The lines from the top of the material below through the line containing "position:relative; flex:1; overflow:hidden" are to be printed exactly, with pictures omitted.

:: INFORMATION ::

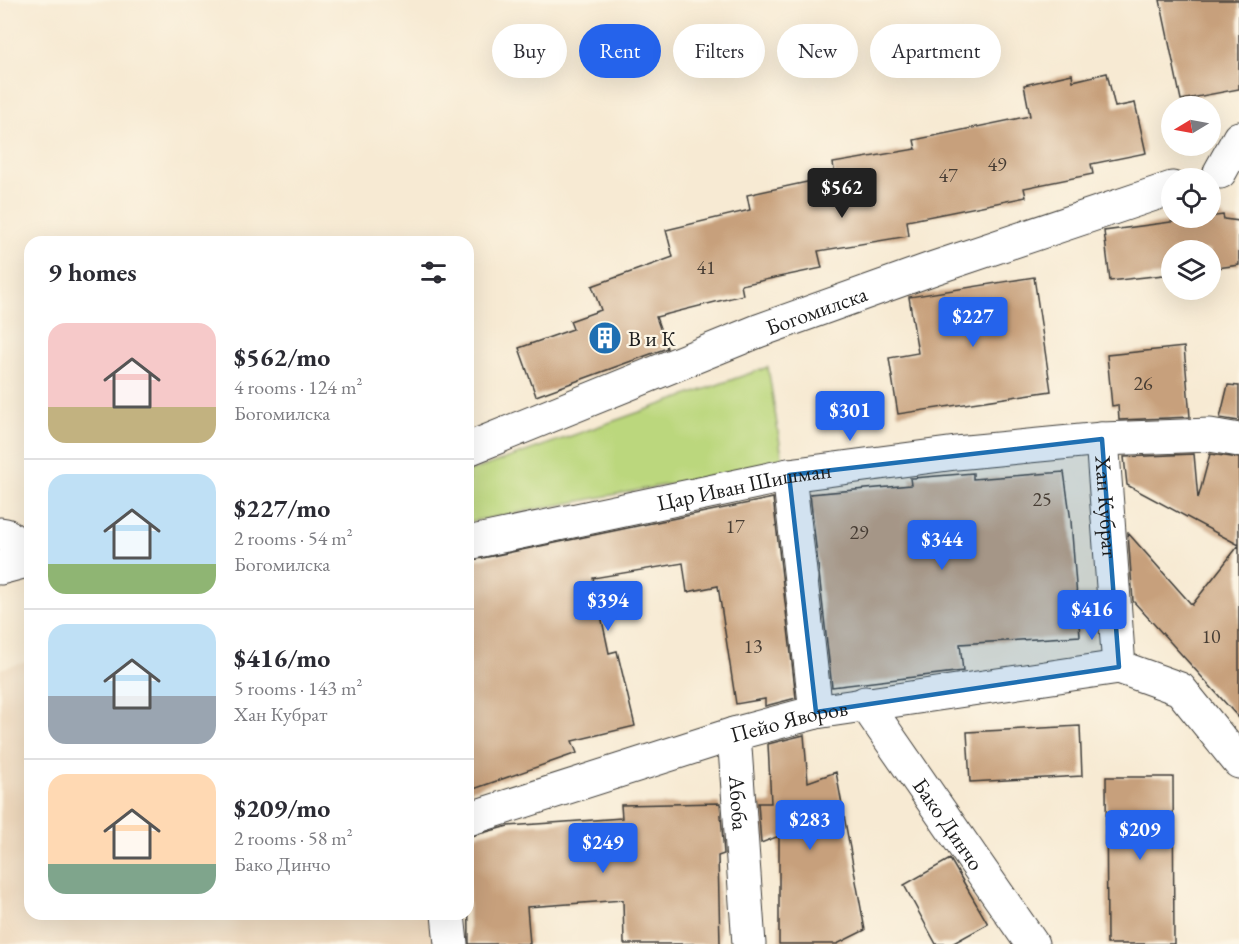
<!DOCTYPE html>
<html lang="en">
<head>
<meta charset="utf-8">
<style>
	body { margin:0; font-family:"EB Garamond",serif; background:#f7f7f7; color:#2b2b33; height:100vh; display:flex; flex-direction:column; font-size:22px; white-space:nowrap }
	* { box-sizing:border-box; margin:0 }
	p { font-size:20px; color:#7c7c81 }
	.icon { flex:none; width:33px; height:33px; fill:none; stroke:currentColor; stroke-width:2; stroke-linecap:round; stroke-linejoin:round }
	.map { position:relative; flex:1; overflow:hidden }
	.panel { position:absolute; left:24px; top:236px; width:450px; height:684px; display:flex; flex-direction:column; background:#fff; border-radius:18px; box-shadow:0 6px 24px #0002 }
	.panel>* { flex:none }
	.banner { position:absolute; left:492px; top:24px; width:570px; height:54px; display:flex; gap:12px }
	.needle { width:39px; rotate:260deg }
	.fabs { position:absolute; left:1161px; top:96px; display:grid; gap:12px }
	.fabs a { display:grid; place-items:center; width:60px; height:60px; border-radius:50%; background:#fff; box-shadow:0 6px 24px #0002; font-size:30px }
	.price { position:absolute; translate:-50% -51px; padding:0 14px; border-radius:6px; background:#2563eb; color:#fff; font-size:20px; line-height:39px; filter:drop-shadow(0 2px 3px #0008) }
	.price::after { content:''; position:absolute; left:50%; top:36px; width:18px; height:14px; margin-left:-9px; background:inherit; clip-path:polygon(0 0,100% 0,50% 100%) }
	.price.current { background:#222; color:#fff }
	ul { padding:0; list-style:none }
	li { display:flex; align-items:center; gap:18px; height:150px; padding:0 24px }
	li+li { border-top:2px solid #e1e1e2 }
	li span { display:grid; place-items:center; flex:none; width:168px; height:120px; border-radius:18px; color:#555 }
	li>.icon { margin-inline-start:auto }
	span .icon { width:72px; height:72px; fill:#fffc; stroke-width:1 }
	li b { font-size:26px }
	h2 { display:flex; justify-content:space-between; align-items:center; height:72px; padding:0 24px; font-size:26px }
	.pill { padding:0 21px; border-radius:27px; background:#fff; box-shadow:0 6px 24px #0002; font-size:21px; line-height:54px }
	.pill.current { background:#2563eb; color:#fff }
	.map>svg:first-child { display:block }
</style>
</head>
<body>
<div class="map">
<svg width="1239" height="944" viewBox="0 0 1239 944">
	<rect width="100%" height="100%" fill="#fcf5e5"/>
	<filter id="ink" filterUnits="userSpaceOnUse"><feTurbulence type="fractalNoise" baseFrequency=".0167" numOctaves="2"/><feDisplacementMap in="SourceGraphic" scale="12" xChannelSelector="R" yChannelSelector="G"/><feConvolveMatrix kernelMatrix="1 2 1 2 8 2 1 2 1" color-interpolation-filters="sRGB"/></filter>
	<filter id="wash" filterUnits="userSpaceOnUse"><feTurbulence type="fractalNoise" baseFrequency=".008" numOctaves="4" result="noise"/><feDisplacementMap in="SourceGraphic" scale="24" xChannelSelector="R" yChannelSelector="G"/><feGaussianBlur stdDeviation="1.35" result="paint"/><feColorMatrix in="noise" values="0 0 0 0 0 0 0 0 0 0 0 0 0 0 0 0 0 1.4 0 .05"/><feComposite in="paint" operator="in"/></filter>
	<g filter="url(#wash)">
		<rect width="100%" height="100%" fill="#f7ead3"/>
		<path fill="#edd7bb" d="M30,661V914H434L437,944H0V669Z"/>
		<path fill="#bbd77d" stroke="#6c7a4c" stroke-width="1.5" d="M768,367L783,463L468,522V472Z"/>
		<g id="blocks">
			<path fill="#c7a07c" d="M1160,0H1239V89L1181,100Z
				M1107,73L1115,107L1135,103L1146,153L1091,164L1093,174L1024,188L1026,197L907,221L909,236L818,251L822,268L741,285L743,295L656,317L667,348L536,396L519,348L573,329L570,321L601,310L592,286L673,257L666,230L750,210L747,195L835,176L833,163L916,149L914,140L1030,116L1024,85L1072,74L1073,81Z
				M1223,215L1224,219L1239,221V265L1210,269V250H1172V274L1110,281L1104,231Z
				M1034,277L1051,391L898,414L889,358L918,353L909,297Z
				M1184,347L1190,417L1119,420L1118,405L1112,406L1107,355Z
				M1228,385L1239,386V421L1220,418Z
				M1194,454L1198,499L1210,454L1239,458V718L1133,601L1128,533L1192,605L1239,545L1127,485L1124,457Z
				M1064,472L1071,521L1080,636L960,644L963,671L832,687L810,494L911,485L910,478H913L973,473V479Z
				M773,498L796,698L765,706V699L736,704L718,586L687,592L683,563L593,578L609,653L617,651L635,726L572,741L577,753L468,791V561Z
				M1080,726L1082,776L970,782L967,732Z
				M804,735L808,782L836,772L865,930L837,944H779V836L761,843L758,803H771L768,744Z
				M1106,777H1173L1174,944H1107Z
				M720,803L724,854L718,856L720,944H624L623,900L527,907L530,944H469L468,837L508,826L622,818L621,805Z
				M950,859L988,924L952,944H936L904,885Z"/>
		</g>
	</g>
	<g filter="url(#ink)">
		<use href="#blocks" fill-opacity="0" stroke="#3d3b37" stroke-width="1.5"/>
		<g fill="none" stroke-linecap="round" stroke-linejoin="round">
			<defs>
				<g id="street">
					<path d="M1220,172L1239,138"/>
					<path id="s1" d="M1102,439L1119,667L1180,689L1239,762"/>
					<path id="s2" d="M468,449L758,331L934,268L1172,188"/>
					<path d="M789,475L816,712"/>
					<path d="M0,534L6,535L30,554"/>
					<path id="s3" d="M468,543L789,475L956,453L1102,439L1210,435L1239,440"/>
					<path d="M0,568L30,560"/>
					<path id="s4" d="M865,703L1032,944"/>
					<path id="s5" d="M734,734L749,944"/>
					<path id="s6" d="M468,819L734,734L816,712L1119,667"/>
					<path d="M448,914L451,944"/>
				</g>
			</defs>
			<use href="#street" stroke="#3d3b37" stroke-width="35"/>
			<use href="#street" stroke="#fff" stroke-width="33"/>
		</g>
	</g>
	<path fill="#1f6fb2" fill-opacity="0.2" stroke="#1f6fb2" stroke-width="4.5" stroke-linejoin="round" d="M1102,439L1119,667L816,712L789,475Z"/>
	<defs>
		<symbol id="building-disc" viewBox="-11 -11 22 22"><circle r="9.5" fill="#1f6fb2" stroke="#fcf5e5"/><path d="M-4-6H4V6H1V3H-1V6H-4ZM-2.5-4.3h1.7v1.8h-1.7ZM.8-4.3h1.7v1.8H.8ZM-2.5-1h1.7V.8h-1.7ZM.8-1h1.7V.8H.8Z" fill="#fff"/></symbol>
	</defs>
	<g fill-rule="evenodd">
		<use href="#building-disc" x="586" y="319" width="38" height="38"/>
	</g>
	<g text-anchor="middle" dominant-baseline="central" stroke-width="4.5" stroke-linejoin="round" paint-order="stroke">
		<g font-size="20" fill="#473d34">
			<text x="997" y="164">49</text>
			<text x="948" y="175">47</text>
			<text x="706" y="267">41</text>
			<text x="1143" y="383">26</text>
			<text x="1042" y="499">25</text>
			<text x="735" y="526">17</text>
			<text x="859" y="532">29</text>
			<text x="1211" y="636">10</text>
			<text x="753" y="646">13</text>
		</g>
		<g font-size="22" fill="#1c1c1c" stroke="#fcf5e5">
			<text stroke="none"><textPath href="#s2" startOffset="375">Богомилска</textPath></text>
			<text stroke="none"><textPath href="#s3" startOffset="282">Цар Иван Шишман</textPath></text>
			<text stroke="none"><textPath href="#s1" startOffset="68">Хан Кубрат</textPath></text>
			<text stroke="none"><textPath href="#s6" startOffset="336">Пейо Яворов</textPath></text>
			<text stroke="none"><textPath href="#s5" startOffset="69">Абоба</textPath></text>
			<text stroke="none"><textPath href="#s4" startOffset="147">Бако Динчо</textPath></text>
		</g>
		<g font-size="22" fill="#1c1c1c" stroke="#fcf5e5" text-anchor="start">
			<text x="628" y="338">В и К</text>
		</g>
	</g>
</svg>
<div class="fabs">
<a><svg class="needle" viewBox="-14 -14 28 28"><path d="M0-13l5 13h-10z" fill="#e53935"/><path d="M0 13l5-13h-10z" fill="#7c7c81"/></svg></a>
<a><svg class="icon" aria-label="locate" viewBox="0 0 24 24"><circle cx="12" cy="12" r="6"/><path d="M12 2v4M12 18v4M2 12h4M18 12h4"/></svg></a>
<a><svg class="icon" aria-label="layers" viewBox="0 0 24 24"><path d="M12 4l9 5-9 5-9-5zM3 14l9 5 9-5"/></svg></a>
</div>
<b class="price current" style="left:842px;top:219px">$562</b>
<b class="price" style="left:973px;top:348px">$227</b>
<b class="price" style="left:850px;top:442px">$301</b>
<b class="price" style="left:942px;top:571px">$344</b>
<b class="price" style="left:608px;top:632px">$394</b>
<b class="price" style="left:1092px;top:641px">$416</b>
<b class="price" style="left:810px;top:851px">$283</b>
<b class="price" style="left:1140px;top:861px">$209</b>
<b class="price" style="left:603px;top:874px">$249</b>
<div class="banner">
<a class="pill">Buy</a>
<a class="pill current">Rent</a>
<a class="pill">Filters</a>
<a class="pill">New</a>
<a class="pill">Apartment</a>
</div>
<section class="panel">
<h2>9 homes<svg class="icon" aria-label="filters" viewBox="0 0 24 24"><path d="M4 7h16M4 17h16"/><circle cx="9" cy="7" r="2"/><circle cx="15" cy="17" r="2"/></svg></h2>
<ul>
<li><span style="background:linear-gradient(#f6c9c9 70%,#c2b280 0)"><svg class="icon" aria-label="home" viewBox="0 0 24 24"><path d="M3 11l9-7 9 7M6 9v11h12V9"/></svg></span><div><b>$562/mo</b><p>4 rooms · 124 m²</p><p>Богомилска</p></div></li>
<li><span style="background:linear-gradient(#bfe0f5 75%,#8fb573 0)"><svg class="icon" aria-label="home" viewBox="0 0 24 24"><path d="M3 11l9-7 9 7M6 9v11h12V9"/></svg></span><div><b>$227/mo</b><p>2 rooms · 54 m²</p><p>Богомилска</p></div></li>
<li><span style="background:linear-gradient(#bfe0f5 60%,#9aa5b1 0)"><svg class="icon" aria-label="home" viewBox="0 0 24 24"><path d="M3 11l9-7 9 7M6 9v11h12V9"/></svg></span><div><b>$416/mo</b><p>5 rooms · 143 m²</p><p>Хан Кубрат</p></div></li>
<li><span style="background:linear-gradient(#ffd9b3 75%,#7fa58c 0)"><svg class="icon" aria-label="home" viewBox="0 0 24 24"><path d="M3 11l9-7 9 7M6 9v11h12V9"/></svg></span><div><b>$209/mo</b><p>2 rooms · 58 m²</p><p>Бако Динчо</p></div></li>
</ul>
</section>
</div>
</body>
</html>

:::

RESPONSE AREA.
<!DOCTYPE html>
<html lang="en">
<head>
<meta charset="utf-8">
<style>
	body { margin:0; font-family:"EB Garamond",serif; background:#f7f7f7; color:#2b2b33; height:100vh; display:flex; flex-direction:column; font-size:22px; white-space:nowrap }
	* { box-sizing:border-box; margin:0 }
	p { font-size:20px; color:#7c7c81 }
	.icon { flex:none; width:33px; height:33px; fill:none; stroke:currentColor; stroke-width:2; stroke-linecap:round; stroke-linejoin:round }
	.map { position:relative; flex:1; overflow:hidden }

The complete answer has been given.